OIG report tells only part of the critical access hospital story

Guest post by Jerry Seelig

Critical access hospitals (CAHs) are having a very bad Sweet 16 birthday party.  

The U.S Department of Health & Human Services' Office of the Inspector General (OIG) recently issued a report to set clear guidelines for what is considered critical access, using a digital mapping process to see how many CAHs actually comply with the program's requirements. The result: Up to two-thirds of rural hospitals getting the special reimbursement for Medicare services granted by the CAH program shouldn't truly qualify.

The CAH program was created in 1997 to ensure the survival of the rural hospital. More than 1,300 hospitals in 45 states participate in the CAH program and the OIG report estimates that in 2011 CMS and 2.3 million Medicare beneficiaries paid more than $8 billion for services at CAHs. They key financial advantage for CAH hospitals is that they are reimbursed at 101 percent of their reasonable inpatient and outpatient costs, although the sequester has reduced that to 99 percent.

The Balanced Budget Act of 1997 set requirements, including: The hospital cannot have more than 25 beds, must have an emergency department open around the clock, and the average patient stay cannot exceed 96 hours. There also were two "location-related requirements" for hospitals participating in the CAH program. First, they cannot be located within certain distance from virtually any type of hospital, and second, they must be in a rural area.

Prior to the passing of the Budget Act, states could grant a "permanent exemption" from these two requirements, establishing hospitals as "necessary providers" of rural health services that were grandfathered into the CAH program. And like grandparents enforcing the rules, heads turned the other way when exemptions were granted.

The CAH program's higher reimbursements and grants provide the core funding needed to operate rural hospitals while also allowing them access to bonds or other financing to expand or improve the local facilities.  

OIG is not recommending an end to the CAH hospital program; rather it is looking to send the permissive grandparents home and only grant the greater financial reimbursement to the truly rural and truly isolated CAH participants. Additionally, Medicare admission data found that unless a community is truly isolated, more than half of Medicare enrollee hospital admissions in those areas occur at large regional or urban healthcare providers. 

A variety of national and local organizations criticize change driven by digital mapping and remind us of the horrors facing the rural patient traveling many miles for simple care at a distant hospital. What digital maps and apocryphal tales do not tell us is that for today's Medicare recipients, their kids and grandkids, and the big city hospital providing tertiary care, there are many people of all ages who are best treated locally. Importantly, for many acuity levels, any increase in quality or resources is simply not worth an hour or more drive to another facility.

Among the care to best deliver locally:

  • More than half of the CAH hospitals provide obstetrics services, meaning expectant mothers can avoid a long trip to a distant city.  And care through the first year of life also is best accomplished in a local community.  

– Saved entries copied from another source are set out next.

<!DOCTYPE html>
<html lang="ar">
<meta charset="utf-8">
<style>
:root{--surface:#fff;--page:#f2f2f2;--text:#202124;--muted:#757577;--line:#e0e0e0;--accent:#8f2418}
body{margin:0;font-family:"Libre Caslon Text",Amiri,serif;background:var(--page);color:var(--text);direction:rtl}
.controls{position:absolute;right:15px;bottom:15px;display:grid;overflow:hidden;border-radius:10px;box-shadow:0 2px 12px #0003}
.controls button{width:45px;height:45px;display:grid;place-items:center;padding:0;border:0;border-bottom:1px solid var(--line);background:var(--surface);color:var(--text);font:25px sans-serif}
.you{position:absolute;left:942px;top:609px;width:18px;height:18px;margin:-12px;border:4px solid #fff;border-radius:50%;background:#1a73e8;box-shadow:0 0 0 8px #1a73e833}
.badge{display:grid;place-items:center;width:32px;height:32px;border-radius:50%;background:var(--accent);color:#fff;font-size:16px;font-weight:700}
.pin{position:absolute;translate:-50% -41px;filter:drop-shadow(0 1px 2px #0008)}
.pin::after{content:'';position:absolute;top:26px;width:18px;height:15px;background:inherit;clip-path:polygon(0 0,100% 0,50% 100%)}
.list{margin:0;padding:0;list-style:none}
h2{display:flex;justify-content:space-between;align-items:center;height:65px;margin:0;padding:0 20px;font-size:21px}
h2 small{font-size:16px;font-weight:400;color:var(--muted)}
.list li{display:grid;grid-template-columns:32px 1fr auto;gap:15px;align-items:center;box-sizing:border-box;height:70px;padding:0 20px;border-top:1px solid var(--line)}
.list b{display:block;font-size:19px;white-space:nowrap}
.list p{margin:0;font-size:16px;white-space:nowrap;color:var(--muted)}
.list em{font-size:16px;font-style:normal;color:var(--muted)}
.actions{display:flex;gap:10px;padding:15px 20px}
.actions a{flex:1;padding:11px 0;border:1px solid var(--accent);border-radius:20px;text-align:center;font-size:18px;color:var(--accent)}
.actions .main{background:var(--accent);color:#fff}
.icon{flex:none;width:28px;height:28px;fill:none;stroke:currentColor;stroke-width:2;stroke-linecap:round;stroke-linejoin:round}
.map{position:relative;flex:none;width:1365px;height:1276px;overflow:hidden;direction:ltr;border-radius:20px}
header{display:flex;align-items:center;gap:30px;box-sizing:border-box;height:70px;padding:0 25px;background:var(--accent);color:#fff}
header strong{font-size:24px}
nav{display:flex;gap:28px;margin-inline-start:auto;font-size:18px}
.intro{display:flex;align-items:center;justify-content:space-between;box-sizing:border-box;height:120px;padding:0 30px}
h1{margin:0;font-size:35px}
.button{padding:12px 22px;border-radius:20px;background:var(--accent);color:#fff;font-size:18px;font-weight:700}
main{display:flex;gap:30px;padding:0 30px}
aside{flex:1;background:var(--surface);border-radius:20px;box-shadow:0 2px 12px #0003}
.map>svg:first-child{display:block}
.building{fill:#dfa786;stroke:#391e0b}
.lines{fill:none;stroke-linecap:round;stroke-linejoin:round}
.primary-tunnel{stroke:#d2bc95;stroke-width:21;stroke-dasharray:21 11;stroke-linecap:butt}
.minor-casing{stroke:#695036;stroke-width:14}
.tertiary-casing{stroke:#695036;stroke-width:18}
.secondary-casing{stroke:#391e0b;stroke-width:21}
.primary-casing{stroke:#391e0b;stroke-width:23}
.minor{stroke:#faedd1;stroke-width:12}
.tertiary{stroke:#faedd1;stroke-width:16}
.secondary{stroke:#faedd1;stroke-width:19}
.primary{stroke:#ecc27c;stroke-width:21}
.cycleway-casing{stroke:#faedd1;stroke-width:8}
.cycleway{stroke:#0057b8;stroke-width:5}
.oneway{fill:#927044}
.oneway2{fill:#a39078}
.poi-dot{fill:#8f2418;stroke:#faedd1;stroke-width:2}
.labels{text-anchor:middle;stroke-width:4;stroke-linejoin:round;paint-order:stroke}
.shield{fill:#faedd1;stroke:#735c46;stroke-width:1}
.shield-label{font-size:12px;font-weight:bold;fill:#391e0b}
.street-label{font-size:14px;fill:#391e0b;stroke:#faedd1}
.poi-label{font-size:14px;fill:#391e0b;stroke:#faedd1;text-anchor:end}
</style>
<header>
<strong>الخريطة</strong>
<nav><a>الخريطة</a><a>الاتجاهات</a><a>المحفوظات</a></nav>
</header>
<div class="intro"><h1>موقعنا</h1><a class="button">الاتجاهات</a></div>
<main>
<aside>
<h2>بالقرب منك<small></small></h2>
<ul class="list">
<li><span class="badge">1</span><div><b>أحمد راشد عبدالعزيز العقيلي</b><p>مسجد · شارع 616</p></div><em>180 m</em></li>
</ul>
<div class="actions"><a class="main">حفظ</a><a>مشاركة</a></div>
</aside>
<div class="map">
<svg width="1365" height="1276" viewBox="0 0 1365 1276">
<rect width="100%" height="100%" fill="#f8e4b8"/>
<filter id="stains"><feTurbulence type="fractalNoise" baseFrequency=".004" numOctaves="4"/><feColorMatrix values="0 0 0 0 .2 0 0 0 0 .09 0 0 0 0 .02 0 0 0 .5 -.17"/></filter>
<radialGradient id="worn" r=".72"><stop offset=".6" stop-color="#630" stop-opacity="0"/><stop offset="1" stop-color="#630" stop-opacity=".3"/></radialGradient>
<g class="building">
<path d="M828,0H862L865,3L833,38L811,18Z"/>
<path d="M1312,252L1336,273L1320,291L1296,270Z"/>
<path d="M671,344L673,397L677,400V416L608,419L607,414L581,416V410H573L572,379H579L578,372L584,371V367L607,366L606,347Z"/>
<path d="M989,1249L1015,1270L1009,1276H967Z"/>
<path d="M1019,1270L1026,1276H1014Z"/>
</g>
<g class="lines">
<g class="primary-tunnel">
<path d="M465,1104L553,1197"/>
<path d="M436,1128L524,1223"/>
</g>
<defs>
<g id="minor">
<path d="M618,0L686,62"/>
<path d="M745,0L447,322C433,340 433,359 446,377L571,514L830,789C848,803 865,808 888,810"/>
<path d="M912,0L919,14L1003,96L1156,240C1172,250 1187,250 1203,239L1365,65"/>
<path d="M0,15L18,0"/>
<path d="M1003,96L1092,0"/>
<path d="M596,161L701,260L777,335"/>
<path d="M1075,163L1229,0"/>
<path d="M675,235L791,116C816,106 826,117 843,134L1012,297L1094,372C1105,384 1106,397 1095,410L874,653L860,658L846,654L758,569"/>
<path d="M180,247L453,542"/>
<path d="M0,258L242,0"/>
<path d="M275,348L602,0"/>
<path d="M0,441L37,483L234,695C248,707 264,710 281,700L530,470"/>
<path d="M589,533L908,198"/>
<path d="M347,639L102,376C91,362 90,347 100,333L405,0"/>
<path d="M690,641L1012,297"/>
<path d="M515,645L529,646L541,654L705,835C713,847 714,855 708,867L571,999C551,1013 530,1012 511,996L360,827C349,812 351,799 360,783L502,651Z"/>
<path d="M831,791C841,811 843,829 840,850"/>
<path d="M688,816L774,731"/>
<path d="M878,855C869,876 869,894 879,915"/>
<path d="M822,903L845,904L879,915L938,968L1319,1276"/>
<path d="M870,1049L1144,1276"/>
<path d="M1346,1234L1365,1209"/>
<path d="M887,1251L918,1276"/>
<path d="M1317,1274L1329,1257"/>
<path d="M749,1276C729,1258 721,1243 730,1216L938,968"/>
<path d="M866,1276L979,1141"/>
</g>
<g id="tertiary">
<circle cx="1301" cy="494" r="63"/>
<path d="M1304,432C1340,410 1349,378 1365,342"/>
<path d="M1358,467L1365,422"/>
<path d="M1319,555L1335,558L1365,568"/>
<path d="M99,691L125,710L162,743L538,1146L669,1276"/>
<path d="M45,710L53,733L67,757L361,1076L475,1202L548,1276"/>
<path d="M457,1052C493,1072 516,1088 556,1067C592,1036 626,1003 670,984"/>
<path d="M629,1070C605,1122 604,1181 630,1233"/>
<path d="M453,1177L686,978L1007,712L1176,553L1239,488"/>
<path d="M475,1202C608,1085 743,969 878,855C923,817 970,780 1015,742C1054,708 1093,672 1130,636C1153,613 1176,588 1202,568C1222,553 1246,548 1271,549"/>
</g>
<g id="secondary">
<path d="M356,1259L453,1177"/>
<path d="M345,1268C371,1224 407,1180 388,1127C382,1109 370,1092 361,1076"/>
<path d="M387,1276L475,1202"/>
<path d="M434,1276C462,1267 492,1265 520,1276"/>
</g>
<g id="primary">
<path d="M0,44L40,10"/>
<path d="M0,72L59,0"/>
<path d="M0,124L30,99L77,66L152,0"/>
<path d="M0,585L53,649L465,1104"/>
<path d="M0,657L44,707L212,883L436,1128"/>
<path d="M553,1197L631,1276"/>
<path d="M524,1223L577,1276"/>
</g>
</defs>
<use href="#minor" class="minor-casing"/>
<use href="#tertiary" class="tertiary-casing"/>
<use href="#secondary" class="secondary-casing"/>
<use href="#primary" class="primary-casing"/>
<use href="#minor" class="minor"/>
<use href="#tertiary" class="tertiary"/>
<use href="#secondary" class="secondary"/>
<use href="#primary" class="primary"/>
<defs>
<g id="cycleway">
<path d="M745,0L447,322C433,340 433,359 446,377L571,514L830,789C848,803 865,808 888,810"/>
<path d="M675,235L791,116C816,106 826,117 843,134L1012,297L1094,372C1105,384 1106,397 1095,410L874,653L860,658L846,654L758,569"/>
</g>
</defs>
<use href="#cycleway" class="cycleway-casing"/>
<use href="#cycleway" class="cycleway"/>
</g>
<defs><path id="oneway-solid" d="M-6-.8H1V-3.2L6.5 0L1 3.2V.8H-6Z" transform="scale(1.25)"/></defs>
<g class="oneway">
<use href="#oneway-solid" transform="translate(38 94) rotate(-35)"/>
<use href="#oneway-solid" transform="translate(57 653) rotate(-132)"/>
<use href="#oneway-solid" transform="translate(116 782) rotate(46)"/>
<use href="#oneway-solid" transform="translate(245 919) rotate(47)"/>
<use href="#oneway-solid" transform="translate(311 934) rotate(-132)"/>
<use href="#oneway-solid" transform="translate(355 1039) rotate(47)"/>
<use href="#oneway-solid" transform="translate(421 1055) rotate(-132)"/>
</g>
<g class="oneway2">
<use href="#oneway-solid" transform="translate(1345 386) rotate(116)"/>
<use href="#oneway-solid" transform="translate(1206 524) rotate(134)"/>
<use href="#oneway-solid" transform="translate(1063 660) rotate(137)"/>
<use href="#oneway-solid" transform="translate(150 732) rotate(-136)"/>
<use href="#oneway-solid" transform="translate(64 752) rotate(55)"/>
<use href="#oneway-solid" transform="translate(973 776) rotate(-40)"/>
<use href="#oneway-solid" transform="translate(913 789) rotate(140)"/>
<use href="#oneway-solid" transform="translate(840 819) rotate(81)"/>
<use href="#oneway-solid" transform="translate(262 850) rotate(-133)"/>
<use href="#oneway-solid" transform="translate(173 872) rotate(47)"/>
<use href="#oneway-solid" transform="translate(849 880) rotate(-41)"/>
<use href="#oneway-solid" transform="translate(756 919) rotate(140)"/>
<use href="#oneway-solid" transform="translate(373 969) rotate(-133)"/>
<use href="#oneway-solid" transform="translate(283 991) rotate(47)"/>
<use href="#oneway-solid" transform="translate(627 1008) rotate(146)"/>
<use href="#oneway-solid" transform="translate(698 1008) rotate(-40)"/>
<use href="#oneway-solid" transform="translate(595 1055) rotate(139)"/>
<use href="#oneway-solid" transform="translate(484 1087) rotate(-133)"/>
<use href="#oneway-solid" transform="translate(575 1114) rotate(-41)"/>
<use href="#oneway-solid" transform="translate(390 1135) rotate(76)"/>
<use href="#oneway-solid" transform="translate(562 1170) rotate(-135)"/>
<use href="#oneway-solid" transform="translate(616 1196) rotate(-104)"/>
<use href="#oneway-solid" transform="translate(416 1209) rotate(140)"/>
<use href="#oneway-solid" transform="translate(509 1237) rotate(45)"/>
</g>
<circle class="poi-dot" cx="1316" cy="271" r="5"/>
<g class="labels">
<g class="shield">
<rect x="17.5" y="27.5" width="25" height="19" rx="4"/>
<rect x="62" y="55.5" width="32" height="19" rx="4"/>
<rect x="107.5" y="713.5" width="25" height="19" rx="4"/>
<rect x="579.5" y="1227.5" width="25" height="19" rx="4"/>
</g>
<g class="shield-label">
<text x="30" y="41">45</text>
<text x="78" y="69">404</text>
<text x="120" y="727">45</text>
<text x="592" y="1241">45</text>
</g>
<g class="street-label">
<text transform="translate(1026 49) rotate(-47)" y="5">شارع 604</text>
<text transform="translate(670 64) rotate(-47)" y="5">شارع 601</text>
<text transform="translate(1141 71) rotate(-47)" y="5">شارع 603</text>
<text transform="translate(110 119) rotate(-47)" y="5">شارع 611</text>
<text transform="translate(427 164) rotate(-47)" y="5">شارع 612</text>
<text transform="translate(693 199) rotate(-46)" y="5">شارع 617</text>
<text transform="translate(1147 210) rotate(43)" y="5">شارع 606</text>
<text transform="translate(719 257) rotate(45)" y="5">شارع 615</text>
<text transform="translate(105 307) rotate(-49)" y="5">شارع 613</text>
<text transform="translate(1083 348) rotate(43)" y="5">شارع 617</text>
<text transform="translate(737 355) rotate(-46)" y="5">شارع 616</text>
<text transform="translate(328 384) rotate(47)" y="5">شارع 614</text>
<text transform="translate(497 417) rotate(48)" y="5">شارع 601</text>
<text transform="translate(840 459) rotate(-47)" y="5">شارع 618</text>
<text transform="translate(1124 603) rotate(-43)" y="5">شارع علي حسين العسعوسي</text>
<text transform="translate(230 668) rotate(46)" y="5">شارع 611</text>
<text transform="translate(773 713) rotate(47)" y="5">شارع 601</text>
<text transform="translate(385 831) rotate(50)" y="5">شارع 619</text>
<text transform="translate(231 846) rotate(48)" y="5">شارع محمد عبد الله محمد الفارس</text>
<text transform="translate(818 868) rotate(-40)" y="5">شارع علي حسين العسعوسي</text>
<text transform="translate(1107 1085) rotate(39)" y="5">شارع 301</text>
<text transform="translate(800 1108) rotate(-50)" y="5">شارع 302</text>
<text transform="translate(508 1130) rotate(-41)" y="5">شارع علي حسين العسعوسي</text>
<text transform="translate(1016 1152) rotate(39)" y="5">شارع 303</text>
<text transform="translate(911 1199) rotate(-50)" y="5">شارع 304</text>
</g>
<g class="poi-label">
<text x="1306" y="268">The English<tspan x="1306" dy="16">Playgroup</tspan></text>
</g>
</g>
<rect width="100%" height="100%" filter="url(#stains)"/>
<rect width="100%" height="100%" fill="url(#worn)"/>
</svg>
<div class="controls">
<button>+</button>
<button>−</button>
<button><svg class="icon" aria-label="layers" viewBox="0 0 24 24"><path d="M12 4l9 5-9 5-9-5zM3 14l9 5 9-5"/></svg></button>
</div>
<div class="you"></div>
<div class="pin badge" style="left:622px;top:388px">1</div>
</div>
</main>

  • Short-stay simple cardiology, rheumatology and respiratory conditions

  • Interventions regarding short-term drug, alcohol and drug treatment for those community residents presenting in the emergency department

  • Intensive intervention for non-compliant patients, often diabetics who can be taken off the path to higher acuity and surgery

  • On-going critical illness management and care--be it infusion drugs, coagulation clinics, and a variety of respiratory, diabetic, and pulmonary care

  • End-of-life care, which in my recent experience is often 30 percent of a rural hospital's census. A long trip to a large hospital could prove confusing to the patient's family, believing this will help lead to a recovery. Keeping the patient in the local facility helps to communicate that other than pain management there is no more medical care to deliver, and thereby make the transition to care and caring at hospice or home easier to accept.

The projected increase in the insured as part of the Affordable Care Act means the big city hospital's numbers only work if the CAH hospital does not merely triage and transfer but triages then offers quality care to many patients and transfers only a handful of critically ill patients. 

Today's rural is not yesterday's rural. A small town can be a haven for telecommuting entrepreneurs and tech employees. It can be talented people replacing the urban grind with a small town business, and so on.  Like schools and infrastructure, a quality local hospital attracts and keeps residents. And equally as important, that hospital will more easily attract primary care and specialist physicians, nurses and other medical professionals. We now have to go beyond digital topography and to the appropriate allocation of resources to maintain a properly functioning CAH program.

Jerry Seelig serves as a federal court-appointed patient care ombudsman for three rural hospitals, and works with a wide variety of safety-net healthcare providers.